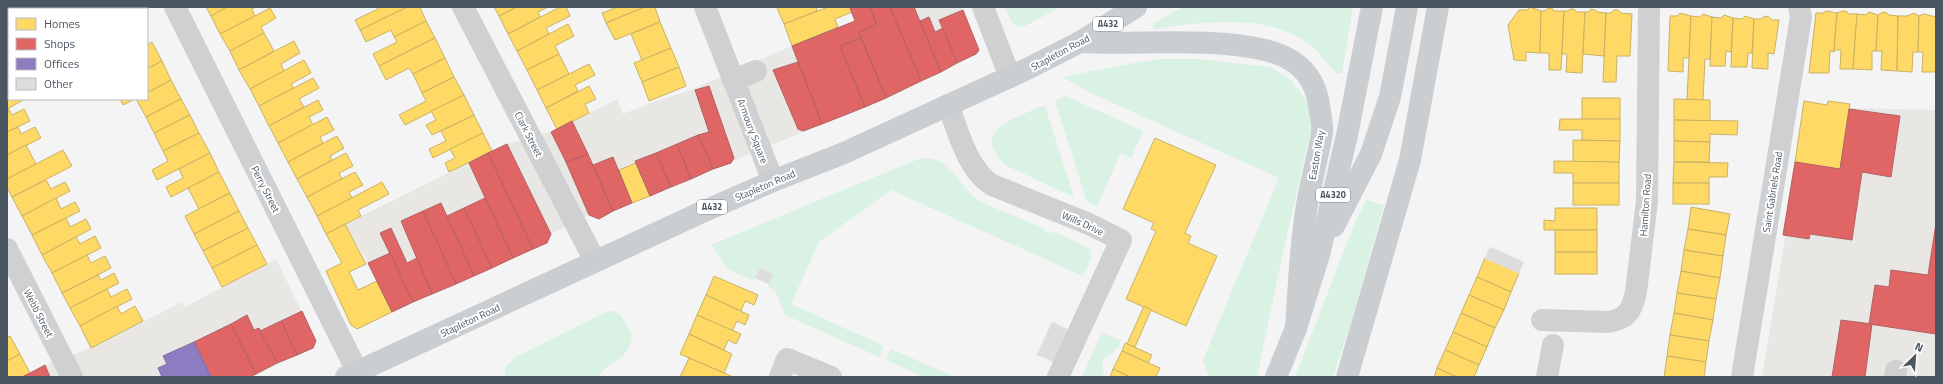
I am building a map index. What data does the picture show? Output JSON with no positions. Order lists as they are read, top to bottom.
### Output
{
  "streets": {
    "main road": [
      "A432",
      "Stapleton Road",
      "Easton Way",
      "A4320"
    ],
    "street": [
      "Armoury Square",
      "Clark Street",
      "Perry Street",
      "Saint Gabriels Road",
      "Hamilton Road",
      "Wills Drive",
      "Webb Street"
    ]
  },
  "crossings": [
    ["Stapleton Road", "Armoury Square"],
    ["Stapleton Road", "Clark Street"],
    ["Stapleton Road", "Easton Way"],
    ["Stapleton Road", "Perry Street"],
    ["Stapleton Road", "Wills Drive"]
  ],
  "legend": [
    "Homes",
    "Shops",
    "Offices",
    "Other"
  ],
  "north": "top right"
}
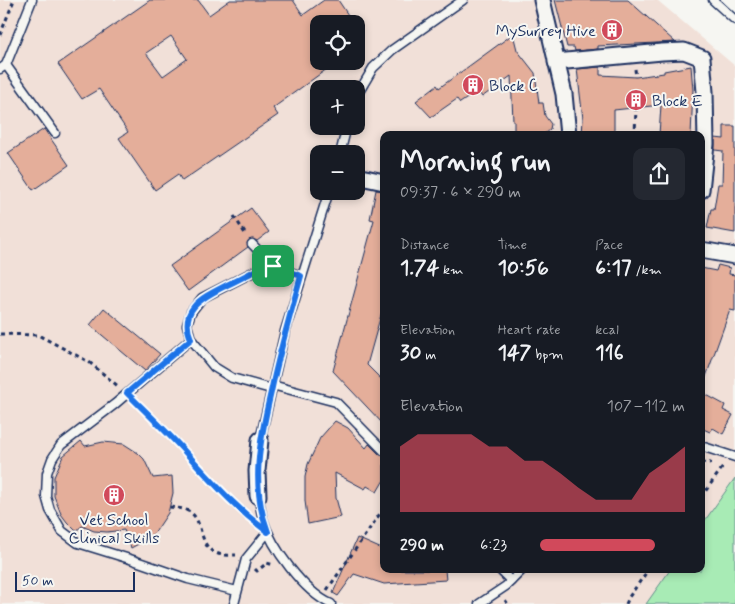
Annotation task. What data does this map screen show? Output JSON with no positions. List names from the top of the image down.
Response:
{
  "places": {
    "building": [
      "MySurrey Hive",
      "Block C",
      "Block E",
      "Vet School Clinical Skills"
    ]
  },
  "scale_bar": "50 m",
  "page": {
    "map_buttons": ["+", "−"],
    "heading": ["Morning run", "09:37 · 6 × 290 m"],
    "stats": [
      ["Distance", "1.74 km"],
      ["Time", "10:56"],
      ["Pace", "6:17 /km"],
      ["Elevation", "30 m"],
      ["Heart rate", "147 bpm"],
      ["kcal", "116"]
    ],
    "chart": ["Elevation", "107–112 m"],
    "list": [
      {
        "name": "290 m",
        "note": "6:23"
      }
    ],
    "scale": "50 m"
  }
}
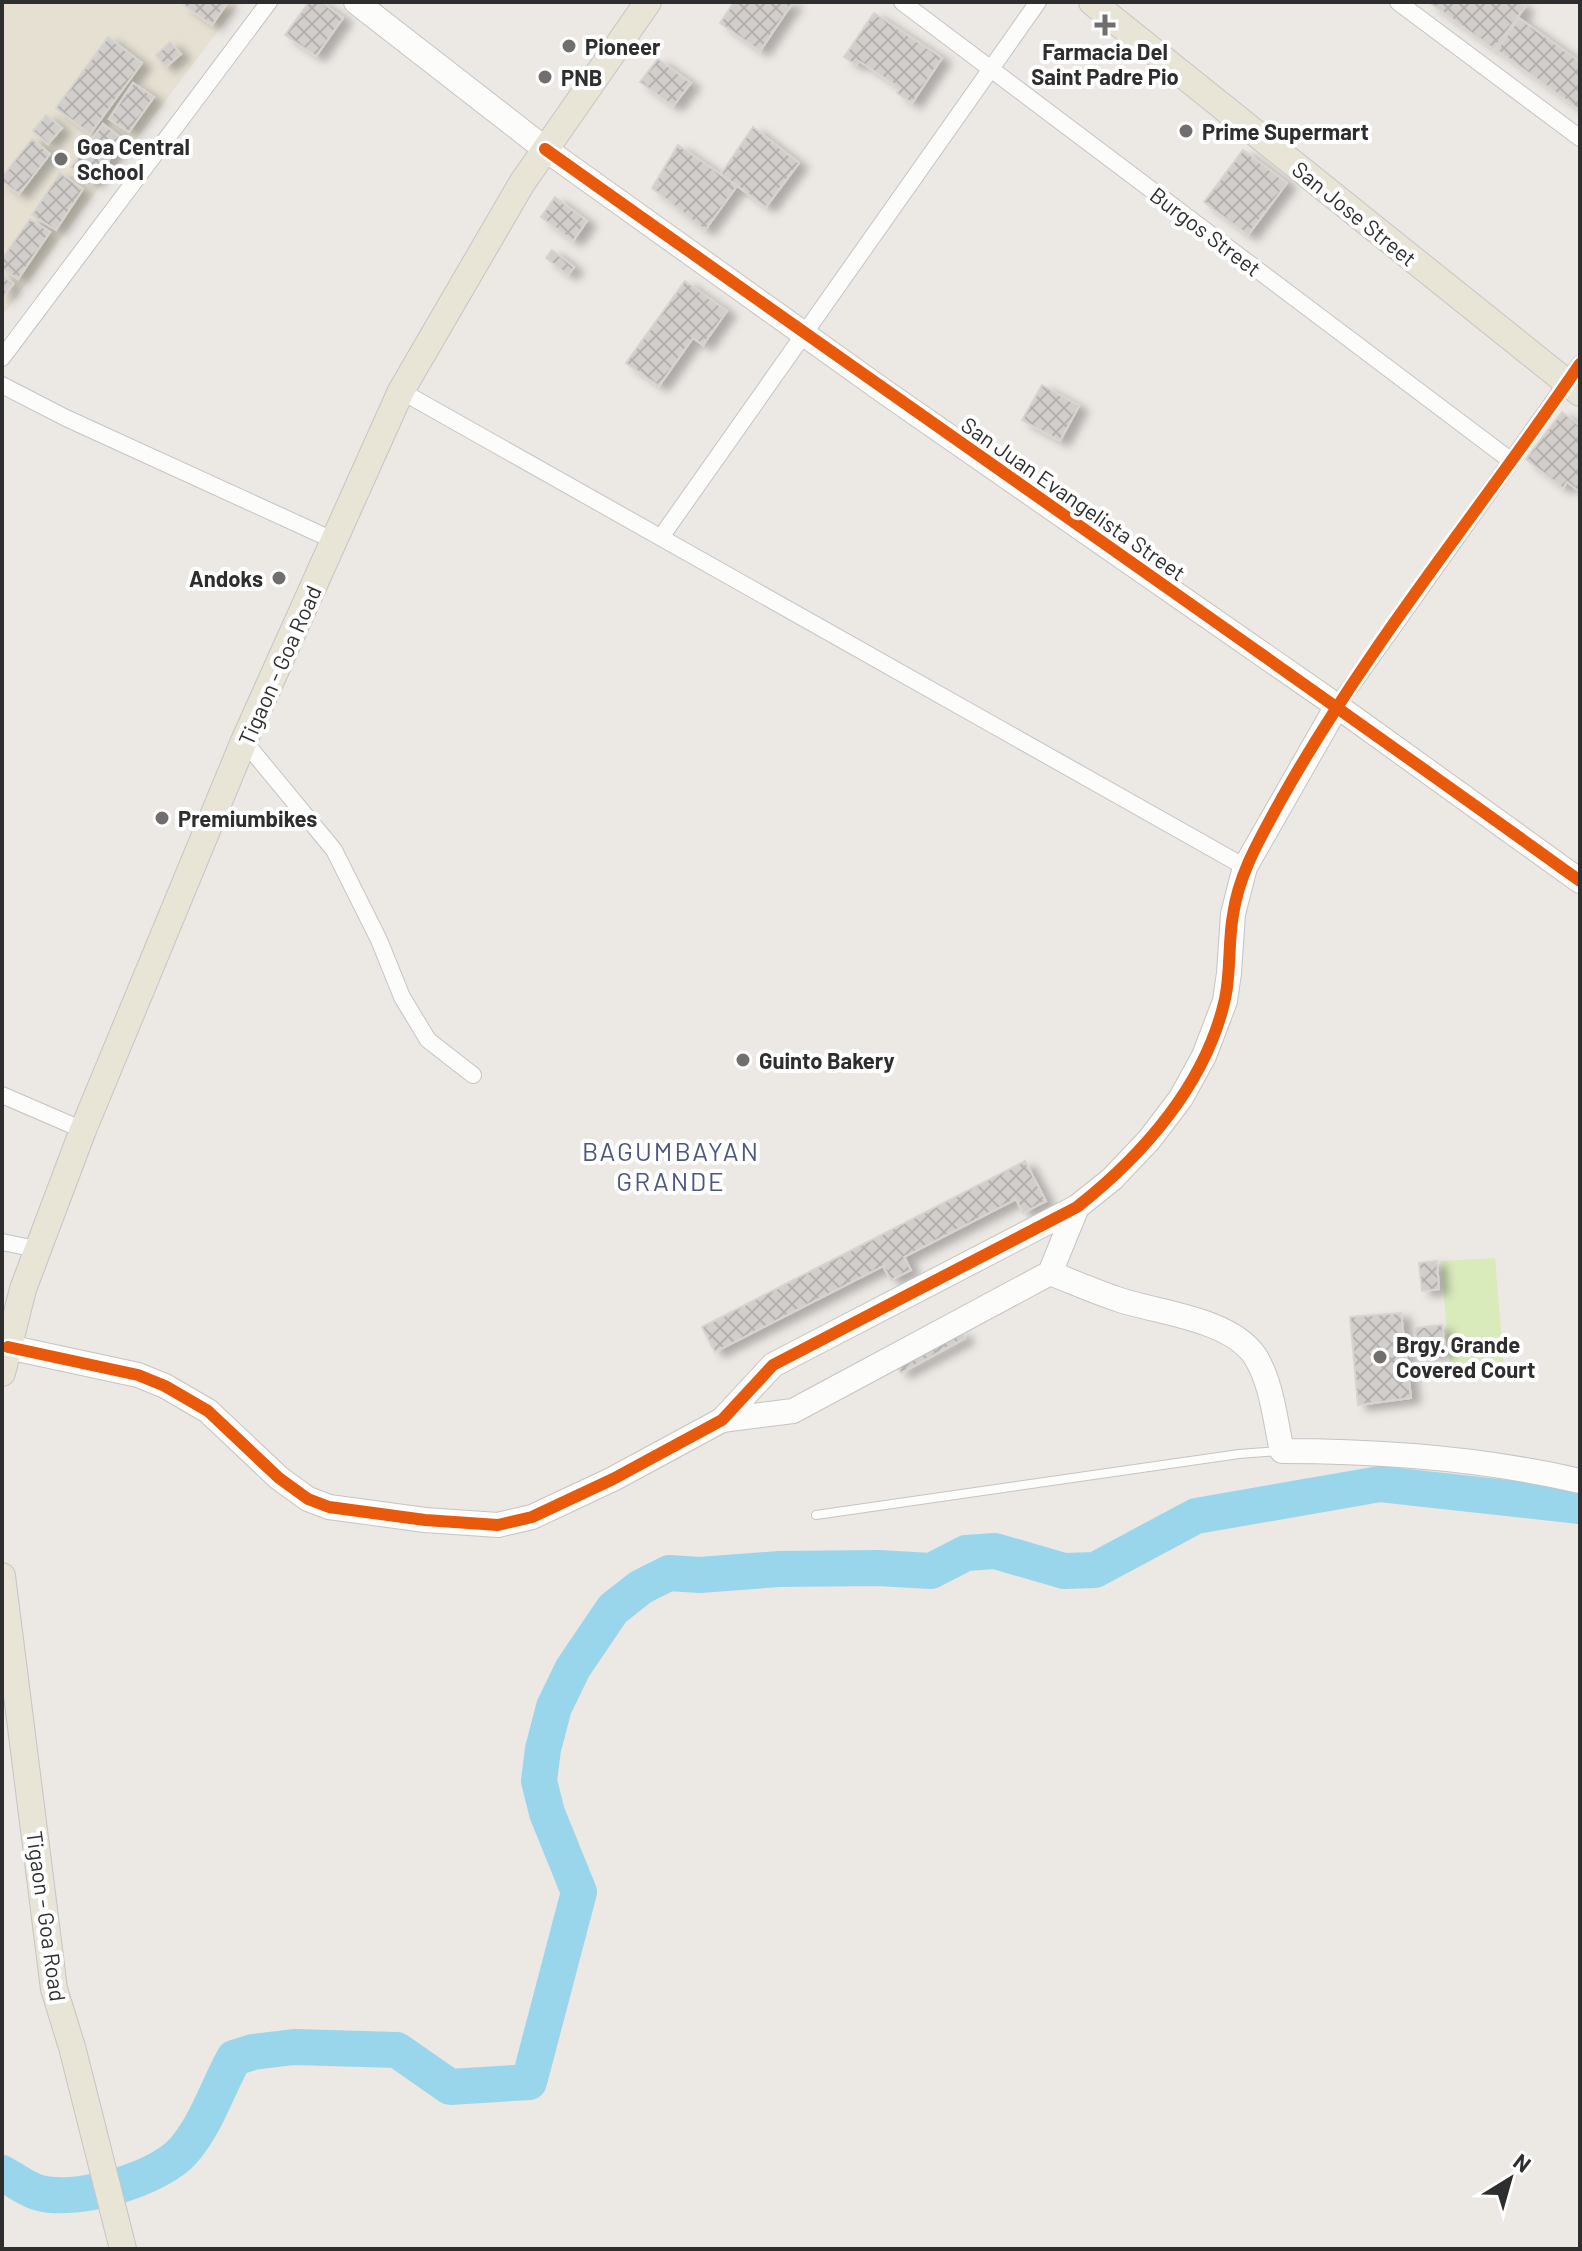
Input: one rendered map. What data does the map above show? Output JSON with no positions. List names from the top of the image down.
{
  "streets": {
    "main road": ["San Jose Street", "Tigaon - Goa Road"],
    "street": ["Burgos Street", "San Juan Evangelista Street"]
  },
  "crossings": [
    ["San Juan Evangelista Street", "Tigaon - Goa Road"]
  ],
  "districts": ["BAGUMBAYAN GRANDE"],
  "places": {
    "health": ["Farmacia Del Saint Padre Pio"],
    "other": [
      "Pioneer",
      "PNB",
      "Prime Supermart",
      "Goa Central School",
      "Andoks",
      "Premiumbikes",
      "Guinto Bakery",
      "Brgy. Grande Covered Court"
    ]
  },
  "north": "top right"
}
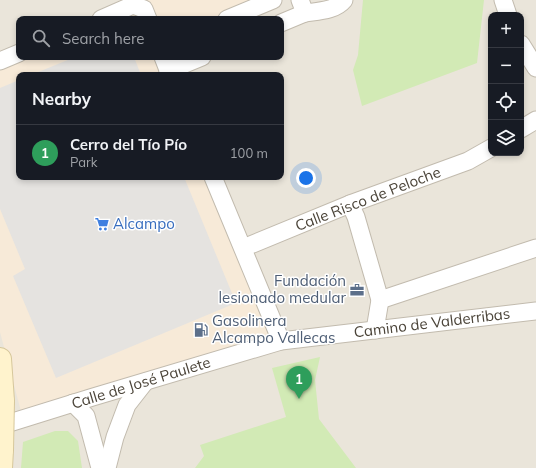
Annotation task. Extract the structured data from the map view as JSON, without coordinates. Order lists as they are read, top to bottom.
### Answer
{
  "streets": {
    "street": ["Calle Risco de Peloche", "Camino de Valderribas", "Calle de José Paulete"]
  },
  "crossings": [
    ["Camino de Valderribas", "Calle de José Paulete"]
  ],
  "places": {
    "supermarket": ["Alcampo"],
    "office": ["Fundación lesionado medular"],
    "fuel station": ["Gasolinera Alcampo Vallecas"]
  },
  "page": {
    "map_buttons": ["+", "−"],
    "search": "Search here",
    "heading": "Nearby",
    "list": [
      {
        "mark": "1",
        "name": "Cerro del Tío Pío",
        "note": "Park",
        "value": "100 m"
      }
    ],
    "pins": "1"
  }
}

WORK INSTRUCTION -
Leave out the pictures and return the rest of the records exactly.

SOLUTION TO THE PROBLEM -
I am building a map index. What data does the picture show? Output JSON with no positions. Order lists as they are read, top to bottom.
### Output
{
  "streets": {
    "main road": [
      "A432",
      "Stapleton Road",
      "Easton Way",
      "A4320"
    ],
    "street": [
      "Armoury Square",
      "Clark Street",
      "Perry Street",
      "Saint Gabriels Road",
      "Hamilton Road",
      "Wills Drive",
      "Webb Street"
    ]
  },
  "crossings": [
    ["Stapleton Road", "Armoury Square"],
    ["Stapleton Road", "Clark Street"],
    ["Stapleton Road", "Easton Way"],
    ["Stapleton Road", "Perry Street"],
    ["Stapleton Road", "Wills Drive"]
  ],
  "legend": [
    "Homes",
    "Shops",
    "Offices",
    "Other"
  ],
  "north": "top right"
}
Annotation task. What data does this map screen show? Output JSON with no positions. List names from the top of the image down.
Response:
{
  "places": {
    "building": [
      "MySurrey Hive",
      "Block C",
      "Block E",
      "Vet School Clinical Skills"
    ]
  },
  "scale_bar": "50 m",
  "page": {
    "map_buttons": ["+", "−"],
    "heading": ["Morning run", "09:37 · 6 × 290 m"],
    "stats": [
      ["Distance", "1.74 km"],
      ["Time", "10:56"],
      ["Pace", "6:17 /km"],
      ["Elevation", "30 m"],
      ["Heart rate", "147 bpm"],
      ["kcal", "116"]
    ],
    "chart": ["Elevation", "107–112 m"],
    "list": [
      {
        "name": "290 m",
        "note": "6:23"
      }
    ],
    "scale": "50 m"
  }
}
Input: one rendered map. What data does the map above show? Output JSON with no positions. List names from the top of the image down.
{
  "streets": {
    "main road": ["San Jose Street", "Tigaon - Goa Road"],
    "street": ["Burgos Street", "San Juan Evangelista Street"]
  },
  "crossings": [
    ["San Juan Evangelista Street", "Tigaon - Goa Road"]
  ],
  "districts": ["BAGUMBAYAN GRANDE"],
  "places": {
    "health": ["Farmacia Del Saint Padre Pio"],
    "other": [
      "Pioneer",
      "PNB",
      "Prime Supermart",
      "Goa Central School",
      "Andoks",
      "Premiumbikes",
      "Guinto Bakery",
      "Brgy. Grande Covered Court"
    ]
  },
  "north": "top right"
}
Annotation task. Extract the structured data from the map view as JSON, without coordinates. Order lists as they are read, top to bottom.
### Answer
{
  "streets": {
    "street": ["Calle Risco de Peloche", "Camino de Valderribas", "Calle de José Paulete"]
  },
  "crossings": [
    ["Camino de Valderribas", "Calle de José Paulete"]
  ],
  "places": {
    "supermarket": ["Alcampo"],
    "office": ["Fundación lesionado medular"],
    "fuel station": ["Gasolinera Alcampo Vallecas"]
  },
  "page": {
    "map_buttons": ["+", "−"],
    "search": "Search here",
    "heading": "Nearby",
    "list": [
      {
        "mark": "1",
        "name": "Cerro del Tío Pío",
        "note": "Park",
        "value": "100 m"
      }
    ],
    "pins": "1"
  }
}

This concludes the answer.